I have a dataframe which looks like this:
val
"ID: abc\nName: John\nLast name: Johnson\nAge: 27"
"ID: igb1\nName: Mike\nLast name: Jackson\nPosition: CEO\nAge: 42"
...
I would like to extract Name, Position and Age from those values and turn them into separate columns to get dataframe which looks like this:
Name Position Age
John NaN 27
Mike CEO 42
How could I do that?
CodePudding user response:
Option 1
- Use
Series.str.extract
inside a list comprehension to get capturing groups for each string ("key") in the listcols
. Each series thus produced will get the appropiate column name this way. - Next, we pass the result to
pd.concat
withaxis=1
to combine the individual series. - (You could potentially do this in one go with
Series.str.extractall
, but whether that works, depends on the order of the different capturing groups. E.g. if the order is always the same, this can work.)
cols = ['Name', 'Position', 'Age']
res = pd.concat([df.val.str.extract(fr'(?P<{col}>(?<={col}: ).*)\n?')
for col in cols], axis=1)
# e.g. for "Name", we'll look for all chars preceded by "Name :" and followed
# by "\n", and same for "Position". Question mark at the end is necessary for "Age"

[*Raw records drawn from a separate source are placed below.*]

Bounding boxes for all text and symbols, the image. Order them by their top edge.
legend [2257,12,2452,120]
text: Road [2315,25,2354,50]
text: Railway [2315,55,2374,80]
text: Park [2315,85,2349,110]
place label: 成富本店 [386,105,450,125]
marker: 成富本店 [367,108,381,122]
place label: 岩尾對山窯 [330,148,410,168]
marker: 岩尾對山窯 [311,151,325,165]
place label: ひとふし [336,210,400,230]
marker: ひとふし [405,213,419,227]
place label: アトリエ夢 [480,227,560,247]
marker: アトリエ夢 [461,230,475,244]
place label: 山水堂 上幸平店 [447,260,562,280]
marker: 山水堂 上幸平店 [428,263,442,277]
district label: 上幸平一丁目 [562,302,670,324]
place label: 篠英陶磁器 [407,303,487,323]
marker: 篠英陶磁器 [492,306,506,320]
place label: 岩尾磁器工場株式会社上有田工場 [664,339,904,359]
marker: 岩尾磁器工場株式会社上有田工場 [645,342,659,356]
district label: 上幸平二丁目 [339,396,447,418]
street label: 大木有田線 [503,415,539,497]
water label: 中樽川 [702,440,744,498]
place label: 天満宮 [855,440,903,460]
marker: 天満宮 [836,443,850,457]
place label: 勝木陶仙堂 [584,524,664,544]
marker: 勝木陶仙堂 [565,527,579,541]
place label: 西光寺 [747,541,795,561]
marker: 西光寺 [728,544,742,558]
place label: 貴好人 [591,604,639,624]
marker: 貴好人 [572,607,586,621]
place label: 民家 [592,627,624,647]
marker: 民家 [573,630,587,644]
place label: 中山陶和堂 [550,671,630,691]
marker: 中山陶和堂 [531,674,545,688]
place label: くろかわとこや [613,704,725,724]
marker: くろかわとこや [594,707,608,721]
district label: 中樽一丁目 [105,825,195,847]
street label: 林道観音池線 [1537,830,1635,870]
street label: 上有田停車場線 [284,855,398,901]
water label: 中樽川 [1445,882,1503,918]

# (or any other such category that comes at the end)
print(res)
Name Position Age
0 John NaN 27
1 Mike CEO 42
Option 2
- Instead of relying on regex patterns, we could also resort to
Series.str.split
. First, we split on\n
and useSeries.explode
to get rows with "key: value" pairs (but as strings, of course). - Next, we apply
split
again, but on:
, and now addexpand=True
. - We will now have one column (
0
) that contains all the keys, and another (1
) that contains the associated values. We usedf.pivot
to turn the values in the first column into the column names and get the values from the second column as data. - Now, we just keep only the columns that we are interested in (i.e.
['Name', 'Position', 'Age']
). - N.B. you could reverse these last two steps, of course. E.g. do
res[res[0].isin(cols)]
and only then applypivot
.
cols = ['Name', 'Position', 'Age']
res = df.val.str.split('\n').explode().str.split(': ', expand=True)\
.pivot(columns=0, values=1)[cols]
# cosmetic (because of `pivot` columns.name will be `0`)
res.columns.name = None
print(res)
Name Position Age
0 John NaN 27
1 Mike CEO 42